For each line below with the word "rows", write out a copy.

• • •

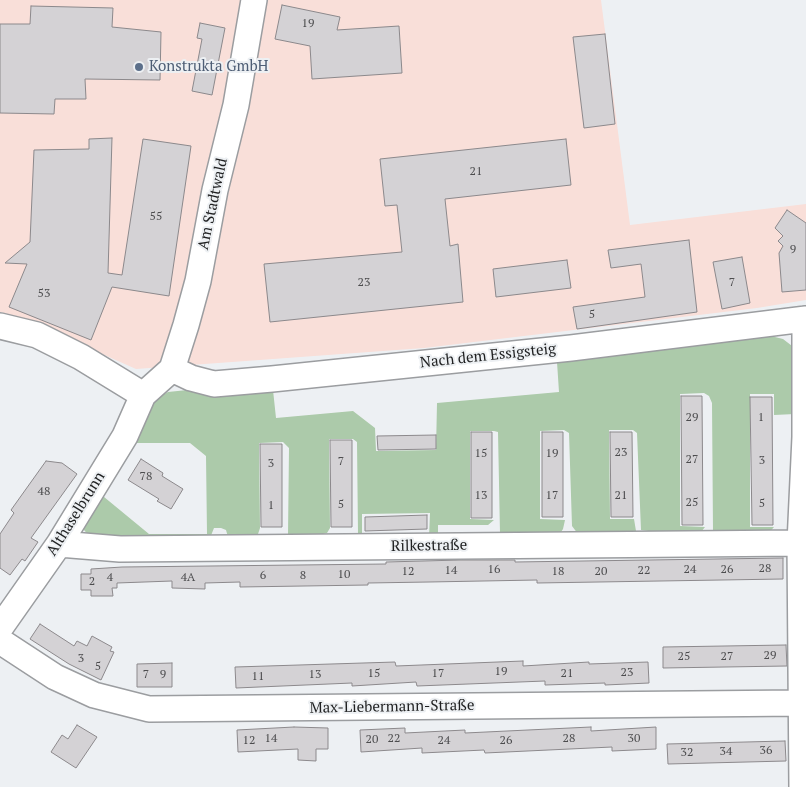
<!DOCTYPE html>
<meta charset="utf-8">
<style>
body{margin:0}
canvas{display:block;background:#edf0f3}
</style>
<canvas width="806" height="787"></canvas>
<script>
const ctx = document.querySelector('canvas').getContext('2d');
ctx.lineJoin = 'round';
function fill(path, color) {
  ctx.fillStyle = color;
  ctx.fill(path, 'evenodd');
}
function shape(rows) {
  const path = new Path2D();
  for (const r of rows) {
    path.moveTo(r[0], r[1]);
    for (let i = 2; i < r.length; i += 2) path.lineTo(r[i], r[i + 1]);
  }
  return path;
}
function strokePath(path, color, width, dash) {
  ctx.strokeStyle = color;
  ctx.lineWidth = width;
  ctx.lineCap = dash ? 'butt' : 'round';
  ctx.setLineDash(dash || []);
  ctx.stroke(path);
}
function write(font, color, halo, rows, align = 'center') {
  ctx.font = font + ' "PT Serif",serif';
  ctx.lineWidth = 4;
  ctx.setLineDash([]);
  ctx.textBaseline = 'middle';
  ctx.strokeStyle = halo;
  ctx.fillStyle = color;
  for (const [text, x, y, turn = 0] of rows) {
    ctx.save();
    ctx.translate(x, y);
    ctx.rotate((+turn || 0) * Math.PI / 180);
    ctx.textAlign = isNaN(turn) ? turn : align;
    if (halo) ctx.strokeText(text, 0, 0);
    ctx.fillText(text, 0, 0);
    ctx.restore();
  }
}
const commercial = shape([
 [0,0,601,0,630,225,806,204,806,300,757,308,424,348,136,369,19,317,0,312]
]);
const green = shape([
 [771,336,783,339,796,349,795,414,774,415,774,394,750,394,750,527,774,527,767,535,713,532,712,403,709,396,704,393,680,394,680,526,705,527,701,532,656,532,641,530,637,433,633,430,609,430,610,519,634,519,636,531,578,534,572,526,569,433,564,430,540,431,540,519,565,520,563,529,559,535,500,534,498,432,494,431,470,431,470,519,494,520,488,525,438,525,438,535,429,538,430,513,362,514,362,535,358,534,357,442,353,439,329,439,330,528,327,533,309,537,298,534,288,535,289,448,283,442,259,443,260,528,258,534,248,539,228,537,226,530,221,528,214,528,210,538,91,538,84,530,82,521,98,492,149,534,207,534,206,456,190,443,130,443,149,409,156,399,168,392,197,389,273,390,276,418,353,411,375,428,376,451,436,450,437,403,559,392,557,362]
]);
const building = shape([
 [282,5,340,17,337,30,399,26,402,73,312,79,310,46,275,39,282,5],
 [31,6,113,8,112,27,161,32,160,80,85,79,86,99,55,99,54,114,0,113,0,24,30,24,31,6],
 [200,23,225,28,212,95,192,91,202,39,197,38,200,23],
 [605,34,615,124,584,128,573,37,605,34],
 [112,138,108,273,122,275,143,139,191,146,169,296,112,287,91,340,9,307,27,264,5,263,30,242,34,150,89,149,89,139,112,138],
 [566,139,571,185,445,199,450,246,458,244,463,302,270,322,264,264,402,252,397,205,385,206,380,159,566,139],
 [787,210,806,223,806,290,782,292,779,253,783,246,778,241,783,236,775,228,787,210],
 [689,240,697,312,577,329,573,307,645,297,641,264,611,268,608,250,689,240],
 [742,257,750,303,722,309,713,262,742,257],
 [567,260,571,288,496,297,493,269,567,260],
 [681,396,702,396,703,525,682,525,681,396],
 [750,397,772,397,773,525,752,525,750,397],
 [471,432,492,432,492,518,471,518,471,432],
 [542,432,563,432,563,517,542,517,542,432],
 [610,432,632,432,633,517,611,517,610,432],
 [436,435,436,449,378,450,377,436,436,435],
 [330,440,352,440,352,527,331,527,330,440],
 [260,444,282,444,282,527,261,527,260,444],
 [141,459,163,473,162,476,183,489,171,509,157,501,159,499,128,480,141,459],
 [46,461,62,463,77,474,31,538,38,542,25,561,22,559,10,575,0,568,0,534,14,513,11,510,46,461],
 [427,515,427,529,365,531,365,517,427,515],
 [783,558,783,579,537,583,537,580,429,582,368,583,368,585,240,587,240,582,205,583,205,589,172,588,172,581,117,583,117,588,112,588,113,596,91,596,91,590,81,590,81,574,91,574,91,569,122,567,386,564,386,562,460,560,515,560,515,562,783,558],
 [40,624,74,646,77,641,87,646,92,636,112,647,110,651,114,652,101,680,69,664,30,639,40,624],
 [786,645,787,666,663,668,663,647,786,645],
 [523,661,523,666,589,662,589,664,648,662,649,683,605,685,605,683,545,685,545,681,417,686,416,682,352,686,352,683,236,688,235,667,395,662,396,666,523,661],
 [172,663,172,687,137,687,137,664,172,663],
 [77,725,97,737,76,768,51,752,62,735,68,739,77,725],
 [294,727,328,728,328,749,316,749,316,761,298,760,298,749,238,752,237,730,294,727],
 [591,727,591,731,656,727,656,749,612,751,612,747,485,753,484,750,422,753,422,748,361,752,360,730,405,728,405,733,465,730,465,733,591,727],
 [785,741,786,761,668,764,667,744,785,741]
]);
const minor = shape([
 [0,326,37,335,81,357,143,395],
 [172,369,191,378,214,384,272,379,571,348,806,319],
 [59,544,120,549,800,543],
 [0,628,59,544,125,436,143,395,172,369,186,325,198,281,215,190,236,105,254,0],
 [0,641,55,677,94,695,149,709,800,703],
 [802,787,800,543,805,437,805,319]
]);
const markers = [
 [139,67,5,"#5c6f8a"]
];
const numberNames = [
 ["19",308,24],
 ["21",476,172],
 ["55",156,217],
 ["9",793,250],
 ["23",364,283],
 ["7",732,283],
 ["53",44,294],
 ["5",592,315],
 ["29",692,418],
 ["1",761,418],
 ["23",621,453],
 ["15",481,454],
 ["19",552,454],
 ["27",692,460],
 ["3",762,461],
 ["7",341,462],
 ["3",271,464],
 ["78",146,477],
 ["48",44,492],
 ["13",481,496],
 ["17",552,496],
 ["21",621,496],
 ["25",692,503],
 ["5",762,504],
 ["5",341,505],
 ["1",271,506],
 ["28",765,569],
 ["16",494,570],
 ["24",690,570],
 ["26",727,570],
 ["14",451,571],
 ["22",644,571],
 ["12",408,572],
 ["18",558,572],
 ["20",601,572],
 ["10",344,575],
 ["6",263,576],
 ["8",303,576],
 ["4",110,578],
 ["4A",188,578],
 ["2",92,582],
 ["29",770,656],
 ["25",684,657],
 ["27",727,657],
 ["3",81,659],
 ["5",98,667],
 ["19",501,672],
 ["23",627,673],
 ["15",374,674],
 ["17",438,674],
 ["21",567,674],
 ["7",146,675],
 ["9",163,675],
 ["13",315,675],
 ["11",258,677],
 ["14",271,739],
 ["22",394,739],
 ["28",569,739],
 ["30",634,739],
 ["20",372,740],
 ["12",249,741],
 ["24",444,741],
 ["26",506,741],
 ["36",766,751],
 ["34",726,752],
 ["32",687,753]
];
const serviceNames = [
 ["Konstrukta GmbH",149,67]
];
const streetNames = [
 ["Am Stadtwald",213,204,-78],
 ["Nach dem Essigsteig",488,356,-6],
 ["Althaselbrunn",76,514,-58],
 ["Rilkestraße",429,546,-1],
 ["Max-Liebermann-Straße",392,707,-1]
];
fill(commercial, '#f9dfd9');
fill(green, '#accaaa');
fill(building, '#d4d2d5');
strokePath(building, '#8c898c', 1);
strokePath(minor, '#9b9da0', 28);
strokePath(minor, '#fff', 25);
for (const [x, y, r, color] of markers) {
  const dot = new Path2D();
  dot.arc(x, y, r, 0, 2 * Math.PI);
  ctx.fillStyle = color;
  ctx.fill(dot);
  strokePath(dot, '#edf0f3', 2);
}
write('12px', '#4c4c4e', null, numberNames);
write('15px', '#4e5e75', '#edf0f3', serviceNames, 'left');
write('15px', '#1f2021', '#edf0f3', streetNames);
</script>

• • •

--- Result for this exercise ---
function shape(rows) {
  for (const r of rows) {
function write(font, color, halo, rows, align = 'center') {
  for (const [text, x, y, turn = 0] of rows) {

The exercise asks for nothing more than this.